TEL Aviv University’s (TAU’s) dean of life sciences, Professor Abdussalam Azem, has a message for those who call for boycotts against Israeli universities.
“Israeli academia is the last thing that you should boycott,” he told The AJN this week.
“This is the first place that gives equal rights to Palestinians. So it’s clear for me – boycotting [Israeli] academia is unacceptable.”
He said 20 per cent of the students enrolled in life sciences are Arabs, while in other faculties, such as nursing, the figure is 90 per cent.
An Arab himself, Azem said “like in any other society you have discrimination”, but “when you are an academic, it’s a completely different story”.
“If you are good you will make progress, it does not matter if you are a woman, man, Arab or Christian,” he said.

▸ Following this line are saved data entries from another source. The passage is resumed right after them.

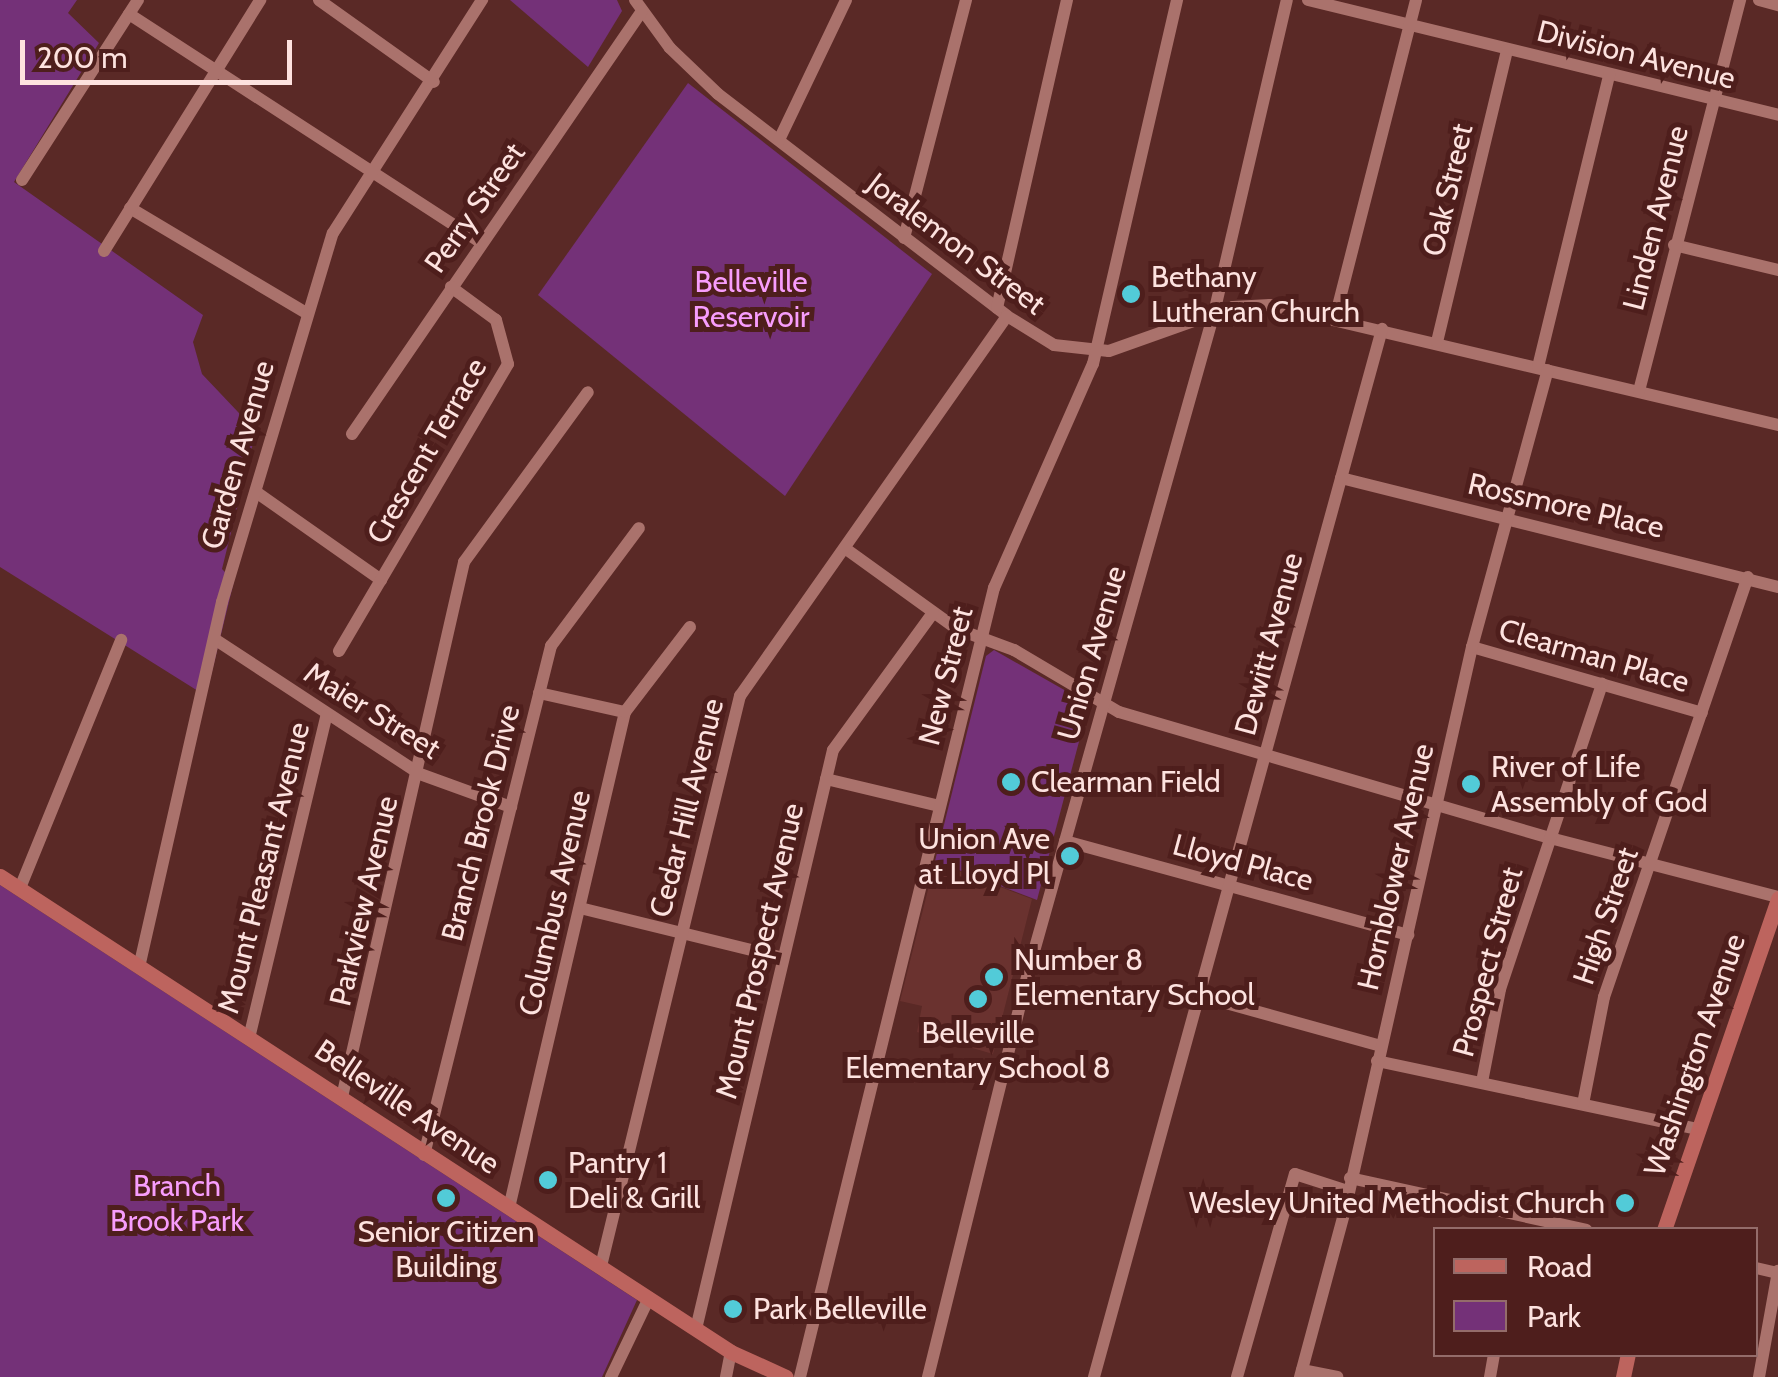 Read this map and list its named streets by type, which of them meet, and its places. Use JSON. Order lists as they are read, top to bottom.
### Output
{
  "streets": {
    "main road": ["Washington Avenue", "Belleville Avenue"],
    "street": [
      "Division Avenue",
      "Oak Street",
      "Perry Street",
      "Linden Avenue",
      "Joralemon Street",
      "Crescent Terrace",
      "Garden Avenue",
      "Rossmore Place",
      "Dewitt Avenue",
      "Union Avenue",
      "Clearman Place",
      "New Street",
      "Maier Street",
      "Cedar Hill Avenue",
      "Branch Brook Drive",
      "Lloyd Place",
      "Hornblower Avenue",
      "Mount Pleasant Avenue",
      "Parkview Avenue",
      "Columbus Avenue",
      "High Street",
      "Mount Prospect Avenue",
      "Prospect Street"
    ]
  },
  "crossings": [
    ["Division Avenue", "Oak Street"],
    ["Division Avenue", "Linden Avenue"],
    ["Division Avenue", "Hornblower Avenue"],
    ["Perry Street", "Joralemon Street"],
    ["Perry Street", "Crescent Terrace"],
    ["Joralemon Street", "New Street"],
    ["Joralemon Street", "Cedar Hill Avenue"],
    ["Garden Avenue", "Maier Street"],
    ["Garden Avenue", "Belleville Avenue"],
    ["Rossmore Place", "Dewitt Avenue"],
    ["Rossmore Place", "Hornblower Avenue"],
    ["Rossmore Place", "High Street"],
    ["Dewitt Avenue", "Lloyd Place"],
    ["Union Avenue", "Lloyd Place"],
    ["Clearman Place", "Hornblower Avenue"],
    ["Clearman Place", "High Street"],
    ["Clearman Place", "Prospect Street"],
    ["Maier Street", "Branch Brook Drive"],
    ["Maier Street", "Mount Pleasant Avenue"],
    ["Maier Street", "Parkview Avenue"],
    ["Cedar Hill Avenue", "Belleville Avenue"],
    ["Branch Brook Drive", "Belleville Avenue"],
    ["Lloyd Place", "Hornblower Avenue"],
    ["Mount Pleasant Avenue", "Belleville Avenue"],
    ["Parkview Avenue", "Belleville Avenue"],
    ["Columbus Avenue", "Belleville Avenue"],
    ["Mount Prospect Avenue", "Belleville Avenue"]
  ],
  "parks": ["Belleville Reservoir", "Branch Brook Park"],
  "places": [
    "Bethany Lutheran Church",
    "Clearman Field",
    "River of Life Assembly of God",
    "Union Ave at Lloyd Pl",
    "Number 8 Elementary School",
    "Belleville Elementary School 8",
    "Pantry 1 Deli & Grill",
    "Senior Citizen Building",
    "Wesley United Methodist Church",
    "Park Belleville"
  ],
  "legend": ["Road", "Park"],
  "scale_bar": "200 m"
} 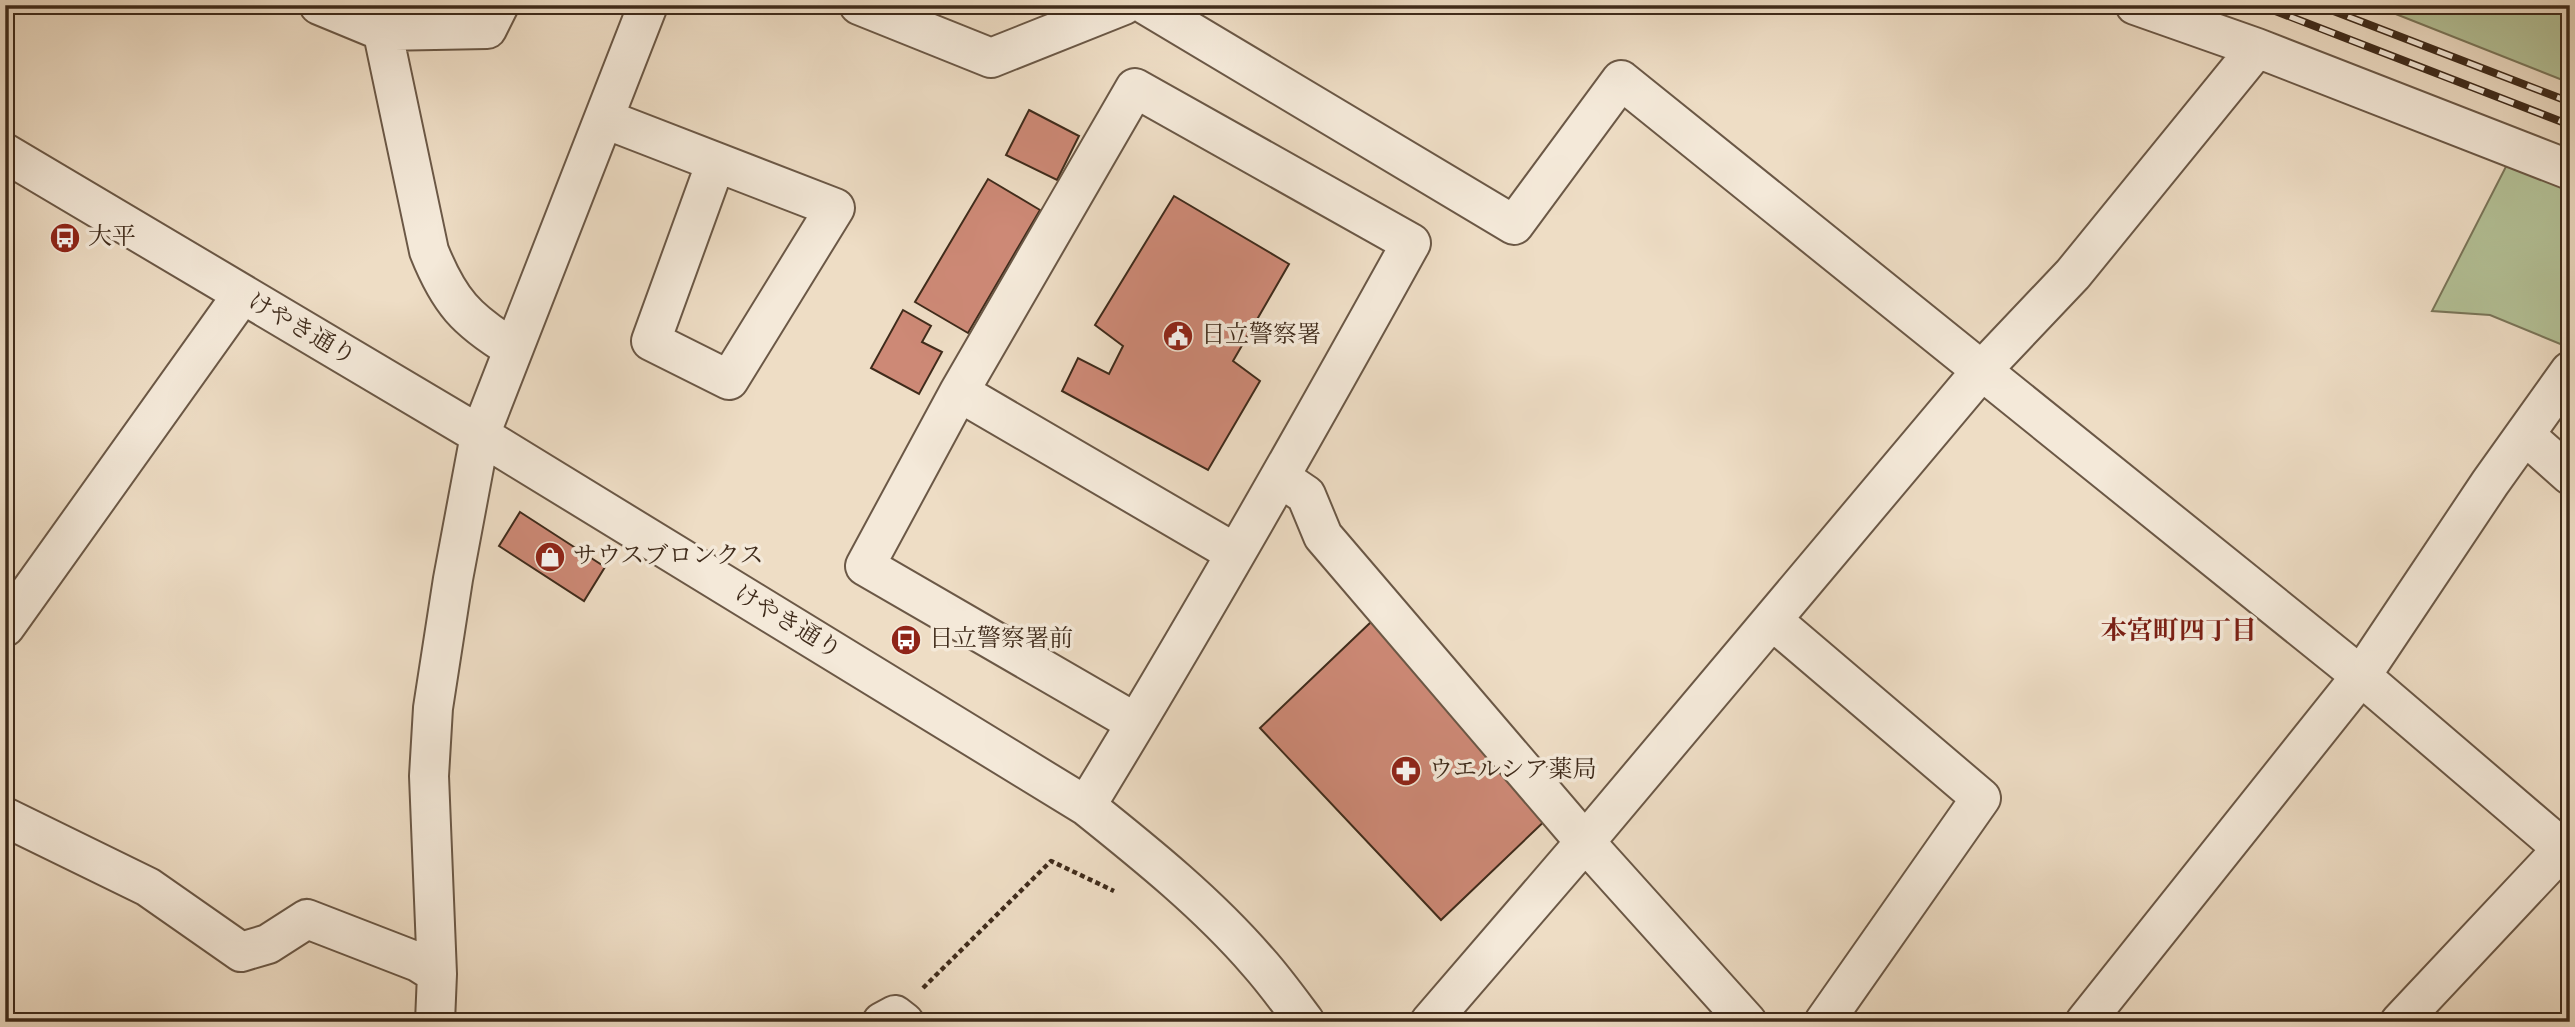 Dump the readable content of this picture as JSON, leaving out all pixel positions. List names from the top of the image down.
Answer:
{
  "streets": {
    "street": ["けやき通り"]
  },
  "districts": ["本宮町四丁目"],
  "places": {
    "bus stop": ["大平", "日立警察署前"],
    "public building": ["日立警察署"],
    "shop": ["サウスブロンクス"],
    "pharmacy": ["ウエルシア薬局"]
  }
}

He added, “I don’t have conflict between being Israeli and being a Palestinian, in particular after so many years being in academia and facing such positive reactions.”
Azem visited Australia to meet with the Australian Friends of Tel Aviv University (AFTAU), to fundraise and to promote collaboration with Australian universities, including the facilitation of exchange programs.
“If someone comes from Australia and sees Tel Aviv he will be an ambassador in the future,” he said.
Noting that in many aspects, TAU is “the strongest in Israel,” Prof Azem said, “When students graduate from Tel Aviv University, it is easier for them to find a job. Not only that, they get a higher salary,” he said.
“Graduates of Tel Aviv University are involved in setting up start-up companies much more than any other university in Israel. Tel Aviv University is among the top 10 in Europe in this success.”
The Faculty of Life Sciences comprises four schools – Molecular Cell Biology and Biotechnology; Neurobiology, Biochemistry and Biophysics; Plant Sciences and Food Security; and Zoology.
“Alzheimer’s disease studies, Parkinson’s, cancer, climate change, food security, coral reefs, marine biology, all of these subjects are equally important for us,” Azem said.
He has also recently introduced studies in genetic diseases, which he said are prevalent in Arab society.
For life sciences, he said his faculty “are the best in Israel, at least in terms of types of applications and grant success”, citing as an example that European Research Council grants are “the most difficult grant to get in Europe and we are number two.”